It was Christians who said, “‘We can’t do this to people [slavery] if they are made in the image of God, so we’ll say they aren’t.’ Racism is America’s original sin, and it still lingers on.”

He went on to talk about the structural and systematic nature of racism in the United States and challenged the crowd to think of racism beyond individual acts against one another.

He said, “This original sin lingers on in criminal justice, housing, and more. Racism …. is more than individual behavior and hostility — that is our privatized, distorted theology that’s used to cover it up. Racism is systematic and structural and harms people of color in tangible ways.”

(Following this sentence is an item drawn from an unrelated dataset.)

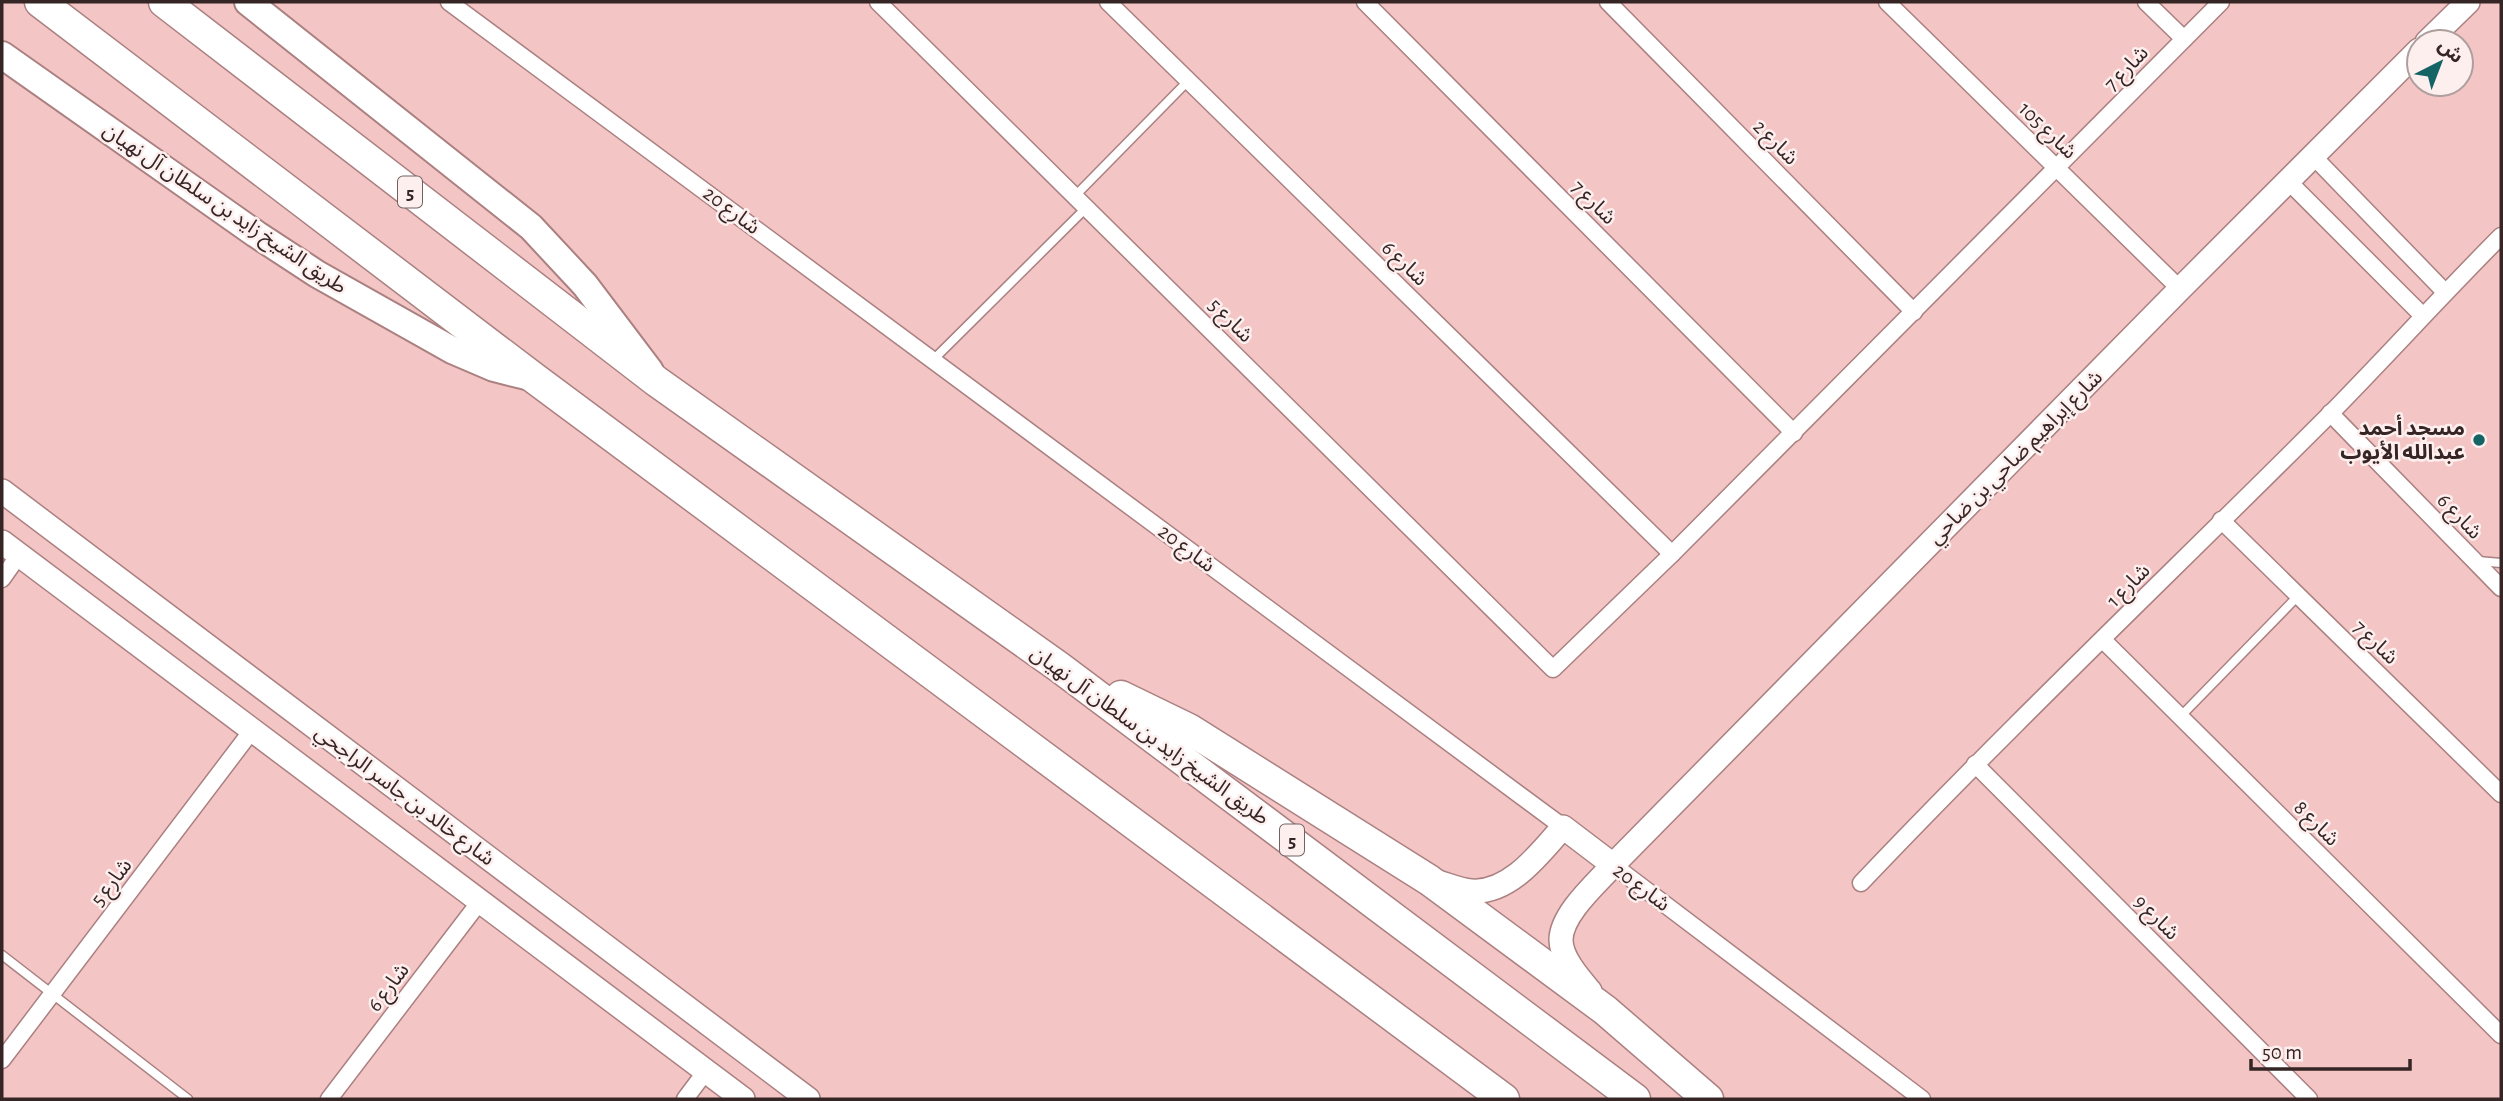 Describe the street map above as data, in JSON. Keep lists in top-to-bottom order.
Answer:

He continued by saying that racial segregation isn’t an accident but rather an intentional outcome based on policies such as redlining and unfair banking and housing practices — and as a result, people of different races don’t have relationships with one another. He said that we do not know each other’s stories, and he questioned, “How have we let these structures go against [the Word of God in] Corinthians?”

Considering King’s “Where do we go from here?” question, Wallis invited the audience to imagine the church being known for and united against the sin of racism. With hope he shared about an anti-racism gathering in Washington, D.C., last week where faith leaders from many backgrounds recognized the new urgency to work together to defeat racism.

In some of his closing words Wallis also quoted MLK: “Human progress is neither automatic nor inevitable . . . Every step toward the goal of justice requires sacrifice, suffering, and struggle; the tireless exertions and passionate concern of dedicated individuals,” And, Wallis quoted King, “We must accept finite disappointment, but never lose infinite hope.”

The evening concluded with a dance performed by youth from Grace CRC, Grand Rapids, to the song “Glory” by John Legend — and with a prayer that included the words “Let us be dissatisfied with the status quo of this world, that we might live in the light of your glory, Lord, arm in arm. To do justice, to love mercy, and to walk humbly with you, O God, that we might be known by the God who unites us rather than the sins that divide us.”